Thursday, July 12, 2012
How I taught my kids the value of money
As a single mom with six-year old twins I was always pinching pennies. It was hard to have to say no when the girls asked for the latest Barbie or wanted to go to the movies but sometimes the pennies just didn’t stretch far enough. I quickly realized that the girls had no concept of money the day they instructed me to, “Just write a check” for the desired item. I decided to teach them some math skills along with a basic life skills lesson. I went to the store and purchased several packs of play money. When payday rolled around I gathered the girls at the kitchen table along with the stack of monthly bills. I told them we were going to play a game called PAY DAY.
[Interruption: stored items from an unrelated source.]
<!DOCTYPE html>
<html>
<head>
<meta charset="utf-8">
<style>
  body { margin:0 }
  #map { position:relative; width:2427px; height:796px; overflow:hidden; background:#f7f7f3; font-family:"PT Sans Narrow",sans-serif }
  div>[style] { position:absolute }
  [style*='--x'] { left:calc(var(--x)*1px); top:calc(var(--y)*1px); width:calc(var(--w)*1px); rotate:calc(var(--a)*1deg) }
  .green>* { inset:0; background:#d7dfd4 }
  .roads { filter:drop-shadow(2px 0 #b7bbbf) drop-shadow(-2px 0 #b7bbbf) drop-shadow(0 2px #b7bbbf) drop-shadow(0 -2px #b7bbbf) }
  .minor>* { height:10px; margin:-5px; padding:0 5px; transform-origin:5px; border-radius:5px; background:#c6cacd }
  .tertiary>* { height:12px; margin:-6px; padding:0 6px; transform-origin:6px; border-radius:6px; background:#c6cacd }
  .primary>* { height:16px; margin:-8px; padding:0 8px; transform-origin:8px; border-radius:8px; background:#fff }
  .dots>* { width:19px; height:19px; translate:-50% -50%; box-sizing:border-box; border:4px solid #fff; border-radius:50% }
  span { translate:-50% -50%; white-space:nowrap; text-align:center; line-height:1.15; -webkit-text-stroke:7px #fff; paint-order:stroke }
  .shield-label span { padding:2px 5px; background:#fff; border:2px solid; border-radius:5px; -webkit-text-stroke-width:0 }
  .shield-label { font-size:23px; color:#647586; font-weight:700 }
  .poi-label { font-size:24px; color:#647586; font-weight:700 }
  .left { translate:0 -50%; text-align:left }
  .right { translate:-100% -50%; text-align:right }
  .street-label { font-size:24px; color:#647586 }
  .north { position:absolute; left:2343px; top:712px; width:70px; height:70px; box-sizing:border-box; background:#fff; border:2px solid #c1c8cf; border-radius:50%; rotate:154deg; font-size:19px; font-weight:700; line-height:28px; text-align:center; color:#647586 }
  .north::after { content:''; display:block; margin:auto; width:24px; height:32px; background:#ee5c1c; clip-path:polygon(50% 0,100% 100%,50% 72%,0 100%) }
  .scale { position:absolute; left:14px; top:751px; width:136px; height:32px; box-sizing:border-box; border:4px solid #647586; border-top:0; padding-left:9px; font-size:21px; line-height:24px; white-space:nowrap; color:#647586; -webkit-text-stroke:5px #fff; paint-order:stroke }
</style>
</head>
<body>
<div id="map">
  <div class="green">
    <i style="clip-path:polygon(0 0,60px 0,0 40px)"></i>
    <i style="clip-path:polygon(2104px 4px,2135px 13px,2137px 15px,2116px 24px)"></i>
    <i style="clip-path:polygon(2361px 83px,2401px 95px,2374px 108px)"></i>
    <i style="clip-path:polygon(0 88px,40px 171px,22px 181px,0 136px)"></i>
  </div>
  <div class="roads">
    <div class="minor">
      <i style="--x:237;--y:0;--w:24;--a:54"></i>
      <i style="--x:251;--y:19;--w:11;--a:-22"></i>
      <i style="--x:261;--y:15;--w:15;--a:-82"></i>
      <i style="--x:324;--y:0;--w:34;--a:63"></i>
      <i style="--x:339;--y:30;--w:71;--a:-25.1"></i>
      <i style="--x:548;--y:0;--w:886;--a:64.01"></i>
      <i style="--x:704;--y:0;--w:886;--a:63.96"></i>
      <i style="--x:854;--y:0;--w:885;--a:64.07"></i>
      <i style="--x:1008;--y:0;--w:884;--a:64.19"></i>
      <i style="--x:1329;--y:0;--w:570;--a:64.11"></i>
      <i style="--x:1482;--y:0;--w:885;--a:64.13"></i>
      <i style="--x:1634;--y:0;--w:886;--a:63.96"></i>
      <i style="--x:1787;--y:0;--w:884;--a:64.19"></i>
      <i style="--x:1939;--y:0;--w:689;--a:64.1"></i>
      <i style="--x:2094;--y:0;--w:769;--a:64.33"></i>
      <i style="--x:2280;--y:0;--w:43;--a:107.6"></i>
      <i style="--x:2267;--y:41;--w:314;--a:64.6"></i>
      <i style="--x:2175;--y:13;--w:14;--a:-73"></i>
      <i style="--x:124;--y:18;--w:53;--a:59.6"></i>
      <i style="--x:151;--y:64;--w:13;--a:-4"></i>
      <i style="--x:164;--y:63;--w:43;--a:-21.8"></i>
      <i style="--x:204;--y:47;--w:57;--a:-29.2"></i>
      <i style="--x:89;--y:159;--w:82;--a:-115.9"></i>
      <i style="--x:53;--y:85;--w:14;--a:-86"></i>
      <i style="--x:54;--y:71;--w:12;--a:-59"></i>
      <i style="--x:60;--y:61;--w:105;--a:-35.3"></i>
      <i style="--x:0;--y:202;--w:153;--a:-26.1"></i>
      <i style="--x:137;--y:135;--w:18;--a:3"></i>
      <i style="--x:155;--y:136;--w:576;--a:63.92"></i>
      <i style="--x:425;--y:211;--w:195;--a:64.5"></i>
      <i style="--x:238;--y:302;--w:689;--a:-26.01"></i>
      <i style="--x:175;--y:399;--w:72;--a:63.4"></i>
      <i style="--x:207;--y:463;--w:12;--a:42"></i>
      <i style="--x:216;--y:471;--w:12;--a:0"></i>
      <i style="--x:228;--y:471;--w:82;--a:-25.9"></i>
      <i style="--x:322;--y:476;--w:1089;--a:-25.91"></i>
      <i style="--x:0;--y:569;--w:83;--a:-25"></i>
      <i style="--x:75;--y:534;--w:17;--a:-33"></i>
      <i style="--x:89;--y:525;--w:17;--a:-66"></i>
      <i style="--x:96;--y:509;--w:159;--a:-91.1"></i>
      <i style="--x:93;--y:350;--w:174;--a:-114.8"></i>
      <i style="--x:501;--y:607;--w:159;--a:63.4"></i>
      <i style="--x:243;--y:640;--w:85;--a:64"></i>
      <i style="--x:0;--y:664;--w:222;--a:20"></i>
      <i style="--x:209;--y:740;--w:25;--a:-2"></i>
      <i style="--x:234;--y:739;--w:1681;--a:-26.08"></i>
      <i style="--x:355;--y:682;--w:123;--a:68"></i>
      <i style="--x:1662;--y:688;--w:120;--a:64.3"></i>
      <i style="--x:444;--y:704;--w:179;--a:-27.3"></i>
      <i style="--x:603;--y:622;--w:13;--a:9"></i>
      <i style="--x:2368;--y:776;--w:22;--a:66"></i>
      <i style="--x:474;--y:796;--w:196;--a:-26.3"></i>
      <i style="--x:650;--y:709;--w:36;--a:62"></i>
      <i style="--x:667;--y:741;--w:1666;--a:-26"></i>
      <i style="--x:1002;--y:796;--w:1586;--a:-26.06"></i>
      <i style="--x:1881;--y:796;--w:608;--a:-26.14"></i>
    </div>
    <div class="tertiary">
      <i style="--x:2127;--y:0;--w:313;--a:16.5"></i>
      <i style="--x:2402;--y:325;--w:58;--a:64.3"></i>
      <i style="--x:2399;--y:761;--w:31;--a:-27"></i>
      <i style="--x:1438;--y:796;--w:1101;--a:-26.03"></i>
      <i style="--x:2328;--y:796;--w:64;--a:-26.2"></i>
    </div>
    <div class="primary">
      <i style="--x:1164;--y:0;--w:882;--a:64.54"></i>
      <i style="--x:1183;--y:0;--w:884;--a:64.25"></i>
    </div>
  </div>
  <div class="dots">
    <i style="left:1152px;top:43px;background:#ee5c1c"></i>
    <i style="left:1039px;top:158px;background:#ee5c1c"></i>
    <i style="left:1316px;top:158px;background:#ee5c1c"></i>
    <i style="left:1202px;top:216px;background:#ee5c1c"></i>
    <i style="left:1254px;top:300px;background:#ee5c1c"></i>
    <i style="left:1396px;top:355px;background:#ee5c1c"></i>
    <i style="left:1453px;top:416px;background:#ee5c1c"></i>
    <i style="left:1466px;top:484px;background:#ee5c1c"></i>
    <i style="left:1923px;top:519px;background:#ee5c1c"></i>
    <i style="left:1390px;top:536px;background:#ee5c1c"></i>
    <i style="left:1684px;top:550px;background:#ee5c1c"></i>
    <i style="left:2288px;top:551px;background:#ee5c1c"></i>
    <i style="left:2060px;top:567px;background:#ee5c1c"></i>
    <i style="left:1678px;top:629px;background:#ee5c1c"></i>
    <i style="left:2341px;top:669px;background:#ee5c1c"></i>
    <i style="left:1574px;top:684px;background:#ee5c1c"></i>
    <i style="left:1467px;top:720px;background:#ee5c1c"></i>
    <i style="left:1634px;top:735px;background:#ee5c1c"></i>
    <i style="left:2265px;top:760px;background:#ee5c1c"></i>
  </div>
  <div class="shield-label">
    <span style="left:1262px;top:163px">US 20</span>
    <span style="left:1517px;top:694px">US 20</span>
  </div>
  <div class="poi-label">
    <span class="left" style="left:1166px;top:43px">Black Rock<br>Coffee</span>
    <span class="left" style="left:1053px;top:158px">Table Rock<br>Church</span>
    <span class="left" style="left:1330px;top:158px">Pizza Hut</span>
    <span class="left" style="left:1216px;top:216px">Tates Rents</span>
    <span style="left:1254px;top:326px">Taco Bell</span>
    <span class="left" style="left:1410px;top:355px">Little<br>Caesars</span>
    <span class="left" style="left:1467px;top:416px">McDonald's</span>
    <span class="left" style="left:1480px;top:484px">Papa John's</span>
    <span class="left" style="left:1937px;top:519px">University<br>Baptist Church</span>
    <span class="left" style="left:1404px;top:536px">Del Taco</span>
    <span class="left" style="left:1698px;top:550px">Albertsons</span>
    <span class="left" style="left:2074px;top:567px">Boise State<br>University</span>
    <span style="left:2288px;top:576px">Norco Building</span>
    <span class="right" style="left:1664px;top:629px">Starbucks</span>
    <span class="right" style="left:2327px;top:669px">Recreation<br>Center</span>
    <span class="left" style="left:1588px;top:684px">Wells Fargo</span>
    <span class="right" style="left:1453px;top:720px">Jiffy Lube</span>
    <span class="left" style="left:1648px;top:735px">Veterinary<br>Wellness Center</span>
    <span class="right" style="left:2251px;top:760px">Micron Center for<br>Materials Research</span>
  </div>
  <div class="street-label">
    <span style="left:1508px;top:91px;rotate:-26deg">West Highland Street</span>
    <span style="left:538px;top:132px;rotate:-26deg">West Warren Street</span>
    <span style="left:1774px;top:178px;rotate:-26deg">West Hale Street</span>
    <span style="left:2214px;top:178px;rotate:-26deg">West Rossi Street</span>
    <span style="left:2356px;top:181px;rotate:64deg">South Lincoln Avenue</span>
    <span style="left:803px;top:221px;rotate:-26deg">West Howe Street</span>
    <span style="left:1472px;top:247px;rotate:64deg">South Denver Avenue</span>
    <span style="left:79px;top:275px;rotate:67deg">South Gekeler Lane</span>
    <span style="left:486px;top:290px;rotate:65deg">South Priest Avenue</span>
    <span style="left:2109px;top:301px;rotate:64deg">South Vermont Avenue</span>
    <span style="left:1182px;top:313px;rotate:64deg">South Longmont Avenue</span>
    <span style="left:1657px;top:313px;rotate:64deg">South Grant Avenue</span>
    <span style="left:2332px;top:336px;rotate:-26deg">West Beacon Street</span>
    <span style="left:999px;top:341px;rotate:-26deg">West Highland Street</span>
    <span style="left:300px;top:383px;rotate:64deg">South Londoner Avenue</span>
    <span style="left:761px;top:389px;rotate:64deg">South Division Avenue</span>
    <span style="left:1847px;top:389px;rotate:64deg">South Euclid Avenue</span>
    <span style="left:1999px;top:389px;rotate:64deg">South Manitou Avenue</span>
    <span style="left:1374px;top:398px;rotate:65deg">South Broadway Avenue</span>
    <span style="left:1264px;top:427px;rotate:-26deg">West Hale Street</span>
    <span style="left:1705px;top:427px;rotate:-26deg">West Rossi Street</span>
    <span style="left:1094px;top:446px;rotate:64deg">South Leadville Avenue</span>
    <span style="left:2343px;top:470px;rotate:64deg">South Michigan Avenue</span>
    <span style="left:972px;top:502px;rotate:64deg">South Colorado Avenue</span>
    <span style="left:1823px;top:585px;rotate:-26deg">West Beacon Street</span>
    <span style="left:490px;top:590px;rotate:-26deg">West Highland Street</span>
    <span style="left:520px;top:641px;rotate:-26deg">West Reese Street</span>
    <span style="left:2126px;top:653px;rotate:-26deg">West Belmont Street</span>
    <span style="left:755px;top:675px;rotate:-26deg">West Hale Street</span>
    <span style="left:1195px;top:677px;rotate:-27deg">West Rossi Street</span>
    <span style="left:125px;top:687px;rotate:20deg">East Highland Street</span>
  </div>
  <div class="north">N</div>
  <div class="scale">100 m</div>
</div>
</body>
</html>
I showed them my paycheck and then we proceeded to go to the bank to cash it in. I counted out the exact amount in play money and put it on the table. They were so excited about the wad of money and were already planning how to spend it until I showed them the stack of bills. I explained what each bill was for and said, “Now, if we want to take a bath and have water to drink we have to pay the city bill. After we all agreed that water was a good thing to have I had them count out the money to pay the bill. It was then put in a jar with a picture of a water faucet on it. We did this for every bill we had. Play money went into each jar with the appropriate label. After all the bills were paid I then told them we had to set money aside for things like food and gas for the automobile so we could get to work and to school. Finally, all the money had been dispersed and we all sat at the table looking at the pitiful pile we had left. We put the meager remains in a clear glass jar and left it in the middle of the table.
I explained to the girls that for the remainder of the month we would have to make choices concerning the things we wanted to purchase or do. Every time they would ask to go do something or purchase a toy I would have them go to the jar on the table and count out how much money would be needed. Often they would change their minds when they realized that nothing would be left for the rest of the month. Then I introduced the jar marked (SAVINGS). I told them that if we put a little money in this jar each month eventually we would have enough for something special or an emergency. They caught on immediately. My efforts had paid off.
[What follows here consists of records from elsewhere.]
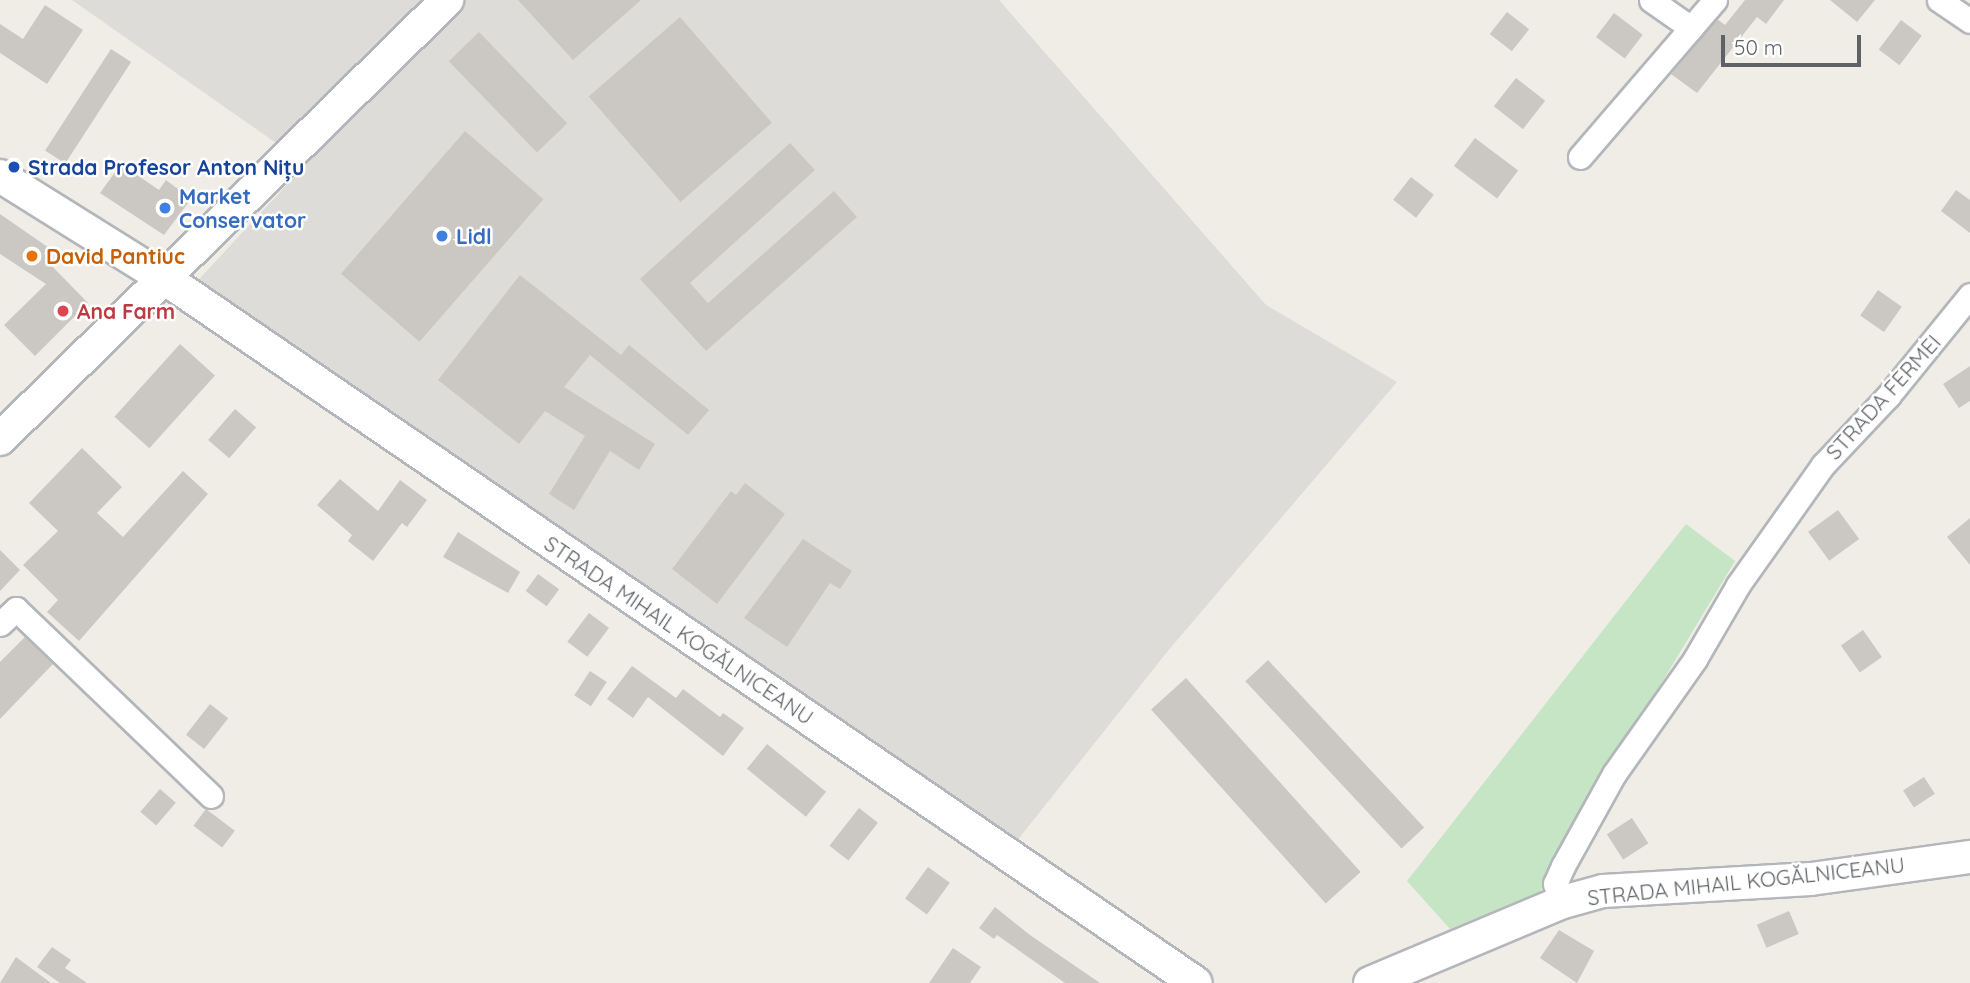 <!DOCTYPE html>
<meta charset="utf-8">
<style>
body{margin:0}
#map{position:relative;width:1970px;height:983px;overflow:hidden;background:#efede6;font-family:Quicksand,sans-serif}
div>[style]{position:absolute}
.industrial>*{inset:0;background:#dedcd8}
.green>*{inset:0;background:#c5e5c4}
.building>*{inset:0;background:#cbc8c4;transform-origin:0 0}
.roads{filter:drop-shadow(2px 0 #b3b6ba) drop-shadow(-2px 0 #b3b6ba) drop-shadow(0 2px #b3b6ba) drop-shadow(0 -2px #b3b6ba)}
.street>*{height:23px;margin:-11.5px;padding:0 11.5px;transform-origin:11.5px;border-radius:11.5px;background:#fff}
.secondary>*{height:32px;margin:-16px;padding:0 16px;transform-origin:16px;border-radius:16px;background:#fff}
.dots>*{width:19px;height:19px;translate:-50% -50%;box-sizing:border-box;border:4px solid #fff;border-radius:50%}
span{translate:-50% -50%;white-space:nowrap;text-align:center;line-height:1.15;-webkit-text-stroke:5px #fff;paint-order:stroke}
.transit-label{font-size:21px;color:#164399;font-weight:700}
.left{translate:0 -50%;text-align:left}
.shop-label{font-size:21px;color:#366cbe;font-weight:700}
.food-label{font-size:21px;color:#c56008;font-weight:700}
.health-label{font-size:21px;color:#be3a42;font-weight:700}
.street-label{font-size:21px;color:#5e6166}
.scale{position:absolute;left:1721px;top:35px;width:140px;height:32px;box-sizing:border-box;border:4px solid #5e6166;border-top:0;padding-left:9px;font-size:21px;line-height:24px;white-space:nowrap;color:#5e6166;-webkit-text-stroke:5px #fff;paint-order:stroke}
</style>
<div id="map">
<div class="industrial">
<div style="clip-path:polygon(72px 0,999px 0,1266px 305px,1397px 382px,1167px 652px,1016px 842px,189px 290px,306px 164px)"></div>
</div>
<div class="green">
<div style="clip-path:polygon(1686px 524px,1735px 561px,1562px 848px,1540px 892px,1450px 929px,1407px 881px)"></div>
</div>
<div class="building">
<div style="clip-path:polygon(518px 0,641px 0,573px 60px)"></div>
<div style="clip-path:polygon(1745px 0,1784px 0,1766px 24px,1757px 17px,1697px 93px,1671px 74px,1717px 19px,1725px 25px)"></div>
<div style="clip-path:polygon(1830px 0,1875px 0,1857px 22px)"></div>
<div style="clip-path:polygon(45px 5px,83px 30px,47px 84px,0 53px,0 24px,23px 39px)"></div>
<div style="left:1507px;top:12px;width:28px;height:28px;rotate:38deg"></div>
<div style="left:1614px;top:13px;width:36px;height:30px;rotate:37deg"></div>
<div style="left:680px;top:17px;width:140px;height:121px;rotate:49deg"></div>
<div style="left:1901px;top:20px;width:26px;height:37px;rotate:37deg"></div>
<div style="left:479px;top:32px;width:127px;height:42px;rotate:46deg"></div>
<div style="left:111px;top:49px;width:24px;height:121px;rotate:33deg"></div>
<div style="left:1516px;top:78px;width:37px;height:36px;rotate:38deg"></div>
<div style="left:465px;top:131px;width:104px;height:189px;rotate:41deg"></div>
<div style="left:1475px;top:138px;width:54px;height:35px;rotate:37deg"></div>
<div style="clip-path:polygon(790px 143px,815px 170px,690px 283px,708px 303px,834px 191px,857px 217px,706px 351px,640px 279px)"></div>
<div style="clip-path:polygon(121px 164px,159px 190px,166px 180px,191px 199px,164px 235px,100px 193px)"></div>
<div style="left:1411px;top:177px;width:29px;height:29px;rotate:38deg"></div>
<div style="clip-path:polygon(1956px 190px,1970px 200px,1970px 233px,1941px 211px)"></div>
<div style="clip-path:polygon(0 214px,52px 250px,46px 260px,88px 303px,35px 356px,4px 325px,46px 284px,0 254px)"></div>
<div style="clip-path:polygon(520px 275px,621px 355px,629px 345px,709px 410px,688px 435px,590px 355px,564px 387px,655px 444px,639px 470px,610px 451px,574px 510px,549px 494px,585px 436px,545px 411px,519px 444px,438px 380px)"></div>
<div style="left:1878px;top:290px;width:29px;height:31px;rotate:35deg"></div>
<div style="left:180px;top:344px;width:47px;height:98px;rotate:42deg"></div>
<div style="clip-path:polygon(1970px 366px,1970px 401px,1959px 408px,1943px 384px)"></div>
<div style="left:235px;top:409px;width:28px;height:41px;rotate:41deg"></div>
<div style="clip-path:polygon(82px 448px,122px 487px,97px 513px,123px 537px,183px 471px,208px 494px,79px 641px,47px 612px,58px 600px,23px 565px,58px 531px,29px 503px)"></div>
<div style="clip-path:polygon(340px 479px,378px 511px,400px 480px,427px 500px,407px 527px,402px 523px,373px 561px,348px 541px,352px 535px,317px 505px)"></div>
<div style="clip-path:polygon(745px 483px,785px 514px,717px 604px,672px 569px,731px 491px,736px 495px)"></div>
<div style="left:1838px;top:510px;width:36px;height:37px;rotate:54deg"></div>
<div style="clip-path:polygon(1970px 518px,1970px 565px,1947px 537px)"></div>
<div style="clip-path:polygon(458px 532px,520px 572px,508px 593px,443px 557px)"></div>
<div style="clip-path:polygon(803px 539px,852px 571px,840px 589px,830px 583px,787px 647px,744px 618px)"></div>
<div style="clip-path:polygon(0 550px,20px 570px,0 591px)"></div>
<div style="left:538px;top:574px;width:26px;height:21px;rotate:36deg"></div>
<div style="left:589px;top:613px;width:25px;height:36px;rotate:37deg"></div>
<div style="left:1863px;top:630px;width:33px;height:27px;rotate:55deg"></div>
<div style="clip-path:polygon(25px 637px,53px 664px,0 719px,0 662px)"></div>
<div style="left:1268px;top:660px;width:229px;height:31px;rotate:47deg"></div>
<div style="clip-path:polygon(632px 666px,676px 698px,683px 689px,720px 717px,723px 713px,744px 728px,723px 756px,648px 697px,633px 718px,607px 699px)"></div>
<div style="left:590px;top:671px;width:20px;height:29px;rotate:33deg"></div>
<div style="left:1186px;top:678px;width:261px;height:47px;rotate:48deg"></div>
<div style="left:210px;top:704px;width:23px;height:39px;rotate:38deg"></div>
<div style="left:767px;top:744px;width:76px;height:32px;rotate:39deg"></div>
<div style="left:1924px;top:777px;width:20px;height:25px;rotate:57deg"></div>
<div style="left:160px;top:789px;width:21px;height:30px;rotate:41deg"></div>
<div style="left:859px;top:808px;width:24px;height:48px;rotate:38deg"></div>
<div style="left:206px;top:809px;width:36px;height:21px;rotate:37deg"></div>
<div style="left:1632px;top:818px;width:30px;height:30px;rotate:57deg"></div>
<div style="left:928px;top:867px;width:27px;height:39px;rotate:36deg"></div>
<div style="clip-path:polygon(995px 907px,1030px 935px,1100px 983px,1065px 983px,997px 935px,994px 939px,979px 928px)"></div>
<div style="left:1789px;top:911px;width:25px;height:35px;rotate:67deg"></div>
<div style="clip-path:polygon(1559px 930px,1594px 951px,1577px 983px,1540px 958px)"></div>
<div style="clip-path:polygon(52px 947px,71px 960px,65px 968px,87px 983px,60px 983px,37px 967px)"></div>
<div style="clip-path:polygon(953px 948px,981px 967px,970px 983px,929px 983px)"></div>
<div style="clip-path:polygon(16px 957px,51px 983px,0 983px)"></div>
</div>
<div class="roads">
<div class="street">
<div style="left:1651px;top:0;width:49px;rotate:35deg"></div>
<div style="left:1939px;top:0;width:37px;rotate:34deg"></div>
<div style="left:1580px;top:157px;width:207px;rotate:-49.3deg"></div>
<div style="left:0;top:624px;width:22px;rotate:-43deg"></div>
<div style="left:16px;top:609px;width:270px;rotate:43.8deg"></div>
<div style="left:1563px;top:902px;width:20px;rotate:-114deg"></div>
<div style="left:1555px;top:884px;width:20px;rotate:-66deg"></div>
<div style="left:1563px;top:866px;width:105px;rotate:-61deg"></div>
<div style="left:1614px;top:774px;width:141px;rotate:-54.8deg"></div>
<div style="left:1695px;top:659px;width:86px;rotate:-59.8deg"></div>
<div style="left:1738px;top:585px;width:147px;rotate:-54.7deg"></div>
<div style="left:1823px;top:465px;width:95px;rotate:-46.7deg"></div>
<div style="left:1888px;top:396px;width:130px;rotate:-50.9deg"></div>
</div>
<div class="secondary">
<div style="left:0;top:176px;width:208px;rotate:32deg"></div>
<div style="left:176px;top:286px;width:1235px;rotate:34.35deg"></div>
<div style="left:0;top:439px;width:627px;rotate:-44.48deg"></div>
<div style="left:1370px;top:983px;width:209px;rotate:-22.8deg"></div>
<div style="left:1563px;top:902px;width:41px;rotate:-15.4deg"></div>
<div style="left:1603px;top:891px;width:208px;rotate:-3.3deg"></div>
<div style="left:1811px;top:879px;width:161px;rotate:-7.9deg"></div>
</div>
</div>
<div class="dots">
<div style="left:14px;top:167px;background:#1a4fb4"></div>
<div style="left:165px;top:208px;background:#3f7fe0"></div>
<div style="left:442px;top:236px;background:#3f7fe0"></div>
<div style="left:32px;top:256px;background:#e8710a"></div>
<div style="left:63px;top:311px;background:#e0444e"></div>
</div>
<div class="transit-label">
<span class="left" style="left:28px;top:167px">Strada Profesor Anton Nițu</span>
</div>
<div class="shop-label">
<span class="left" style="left:179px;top:208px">Market<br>Conservator</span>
<span class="left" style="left:456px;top:236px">Lidl</span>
</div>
<div class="food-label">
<span class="left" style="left:46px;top:256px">David Pantiuc</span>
</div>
<div class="health-label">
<span class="left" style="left:77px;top:311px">Ana Farm</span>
</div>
<div class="street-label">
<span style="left:1883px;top:397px;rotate:-48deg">STRADA FERMEI</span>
<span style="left:679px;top:630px;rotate:34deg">STRADA MIHAIL KOGĂLNICEANU</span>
<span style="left:1746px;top:881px;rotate:-6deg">STRADA MIHAIL KOGĂLNICEANU</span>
</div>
<div class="scale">50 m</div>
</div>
We continued the PAYDAY game for several years. When they were old enough to babysit and earn money of their own they continued to use the strategies they had acquired. The girls learned a very basic life lesson, you don’t spend more than you earn and it is a lesson that has served them well. They managed to get through college debt free, a feat not accomplished by many of their friends. They are good financial managers. They purchased a car (1977 VW Super Beetle Convertible) for $3,700.00 and shared it for 13 years. When they sold it they made an additional $1000 over the purchase price. They used that money toward their first trip to England.
And to think it all started with a few mason jars and some play money!